Николас провел рукой по спутанным рыжим волосам.
– Говоришь, я здесь чужой? Но в этом мире нет места, где я был бы своим, – обиженно процедил он. – Ты слышал, что я заявил у Дуба реформации? Хотя по рождению я джентльмен, однако беден, как белка зимой. После того как я своими глазами увидел, сколько беззаконий творится в Норфолке, невольно пришлось усомниться в том, что все джентльмены обладают совестью и честью. Да, ты прав, сейчас я похож на сухой лист, который гонит ветер. Прибился к этому лагерю, но не могу чувствовать себя вольготно среди людей, которых с детства привык считать грубыми и невежественными. Не знаю, что со мной будет. Одно могу сказать точно: Беатрис Кензи меня теперь совершенно не интересует. В ее мире я тоже навсегда останусь чужим. Я ответил Кетту, что остаюсь в лагере, и я сдержу свое слово. Так что на меня не рассчитывай!

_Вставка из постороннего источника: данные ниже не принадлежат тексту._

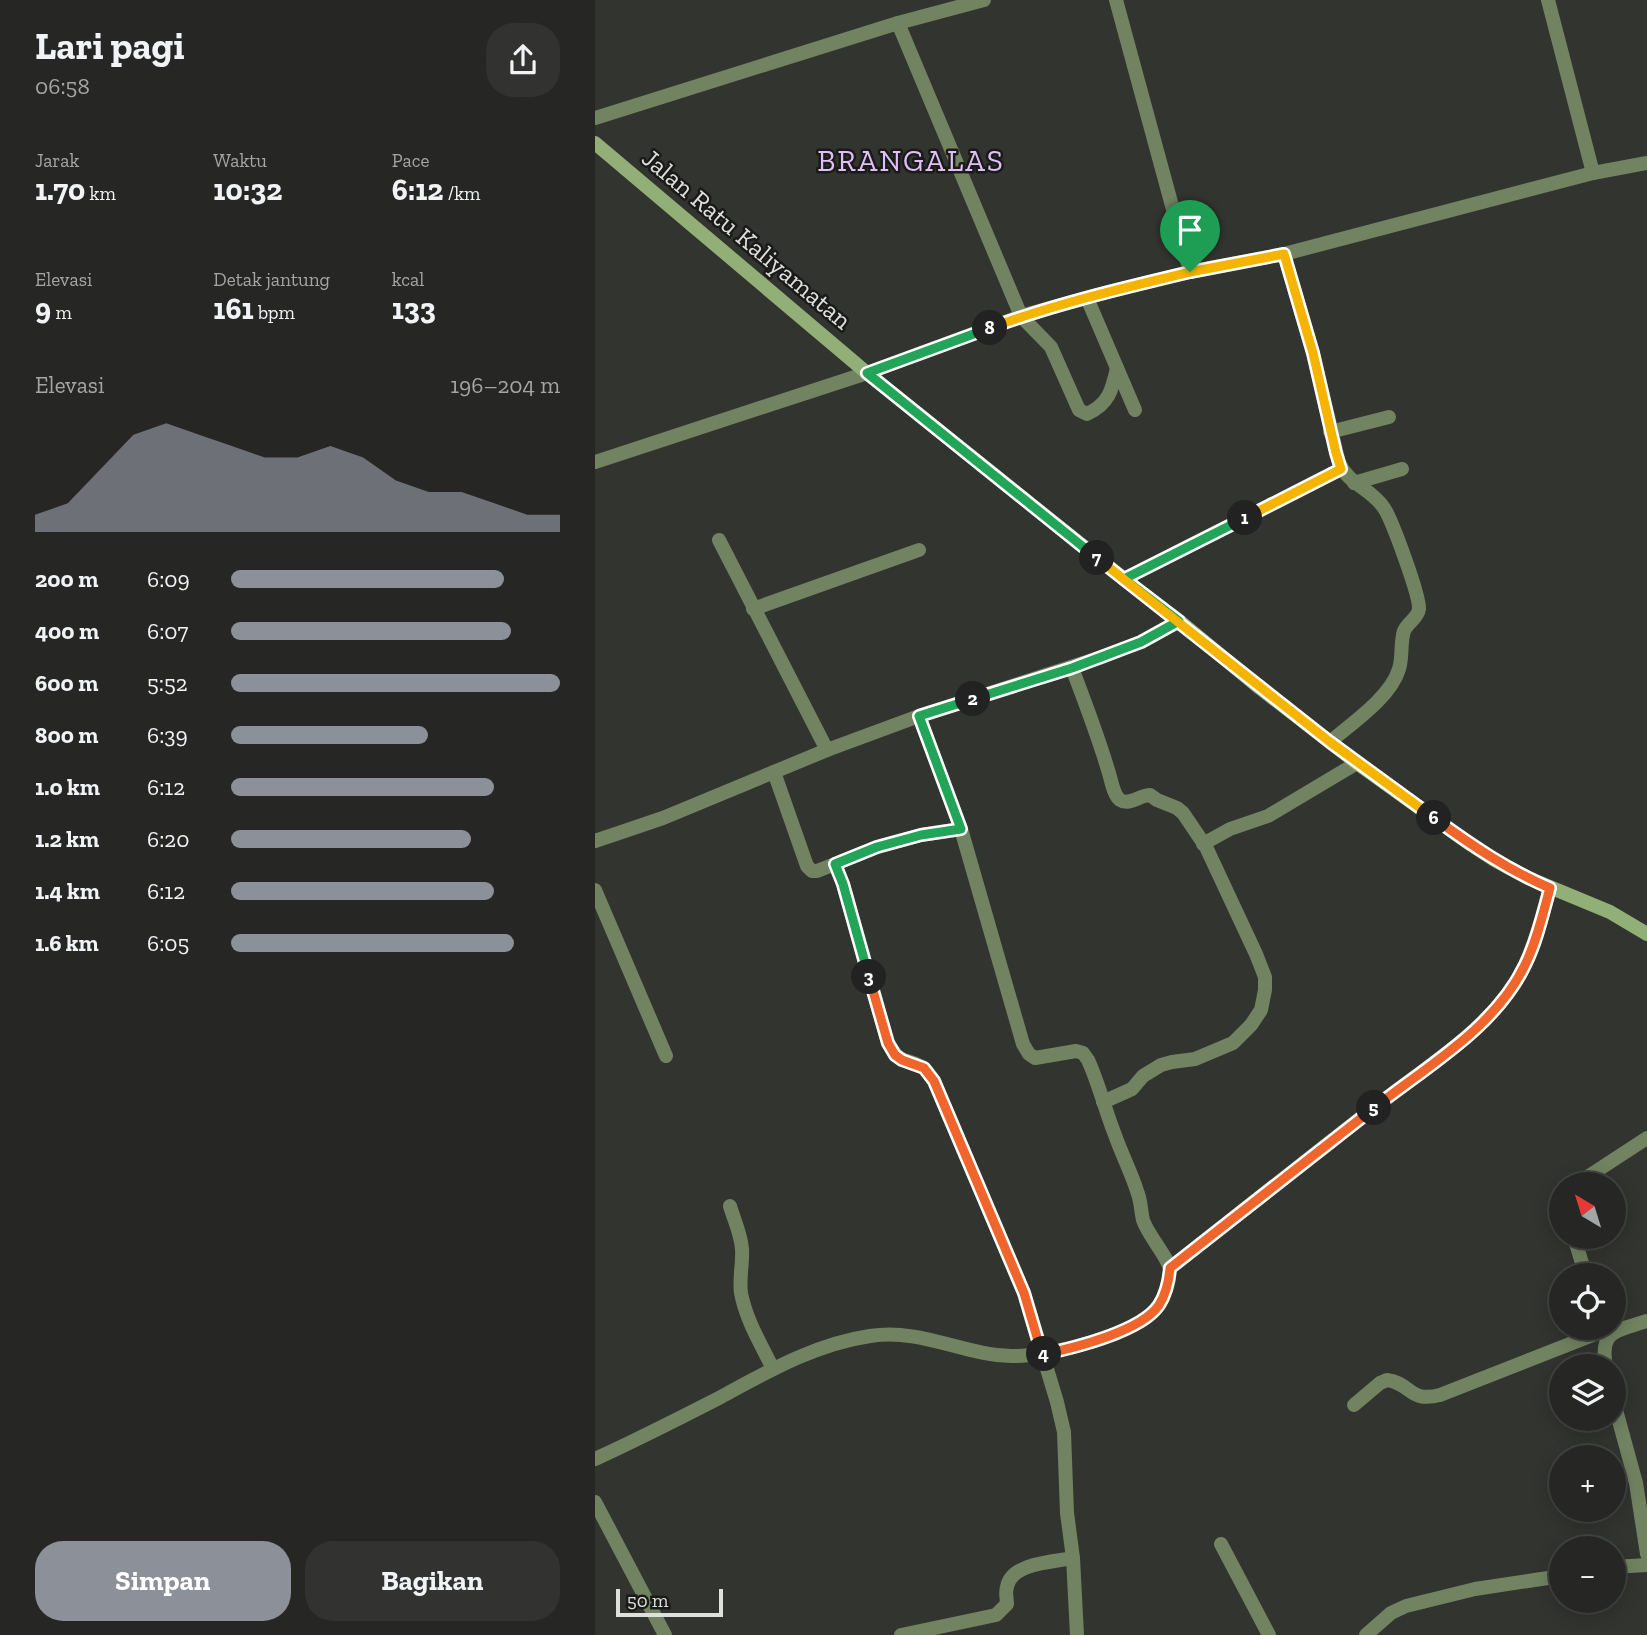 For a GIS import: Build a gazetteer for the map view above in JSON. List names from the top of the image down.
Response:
{
  "streets": {
    "main road": ["Jalan Ratu Kaliyamatan"]
  },
  "districts": ["BRANGALAS"],
  "scale_bar": "50 m",
  "north": "top left",
  "page": {
    "heading": ["Lari pagi", "06:58"],
    "stats": [
      ["Jarak", "1.70 km"],
      ["Waktu", "10:32"],
      ["Pace", "6:12 /km"],
      ["Elevasi", "9 m"],
      ["Detak jantung", "161 bpm"],
      ["kcal", "133"]
    ],
    "pins": [
      "8",
      "1",
      "7",
      "2",
      "6",
      "3",
      "5",
      "4"
    ],
    "chart": ["Elevasi", "196–204 m"],
    "list": [
      {
        "name": "200 m",
        "note": "6:09"
      },
      {
        "name": "400 m",
        "note": "6:07"
      },
      {
        "name": "600 m",
        "note": "5:52"
      },
      {
        "name": "800 m",
        "note": "6:39"
      },
      {
        "name": "1.0 km",
        "note": "6:12"
      },
      {
        "name": "1.2 km",
        "note": "6:20"
      },
      {
        "name": "1.4 km",
        "note": "6:12"
      },
      {
        "name": "1.6 km",
        "note": "6:05"
      }
    ],
    "map_buttons": ["+", "−"],
    "buttons": ["Simpan", "Bagikan"],
    "scale": "50 m"
  }
}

– Может, стоит попросить капитана Кетта отправить письмо Тамазин с особым курьером? – предложил я.
Барак безнадежно махнул единственной рукой:
– Таких, как я, здесь сотни, и все хотят послать весточку своим семьям.
– Не думаю, что у многих имеются в Лондоне доведенные до отчаяния жены, – возразил я.
– Вы решитесь обратиться к Кетту с подобной просьбой? – пристально взглянул на меня Джек.
– Почему бы и не попытаться? Завтра я поговорю с ним. Хотя прорваться к нему сейчас, когда он готовится дать отпор армии Уорика, будет непросто.
– И все равно спасибо, что хотите мне помочь.
Николас выбрался из хижины и скрылся в темноте. Барак двинулся было за ним, но я остановил его:
– Дай ему побыть в одиночестве. Знаешь, когда я был таким же молодым, как Николас сейчас, я тоже пережил нечто подобное. Утратил веру в старую Церковь и ощутил себя листком, который несет ветер. Человеку непросто обходиться без опоры. Но ничего, пройдет время, и он найдет свой собственный путь, – заключил я со вздохом.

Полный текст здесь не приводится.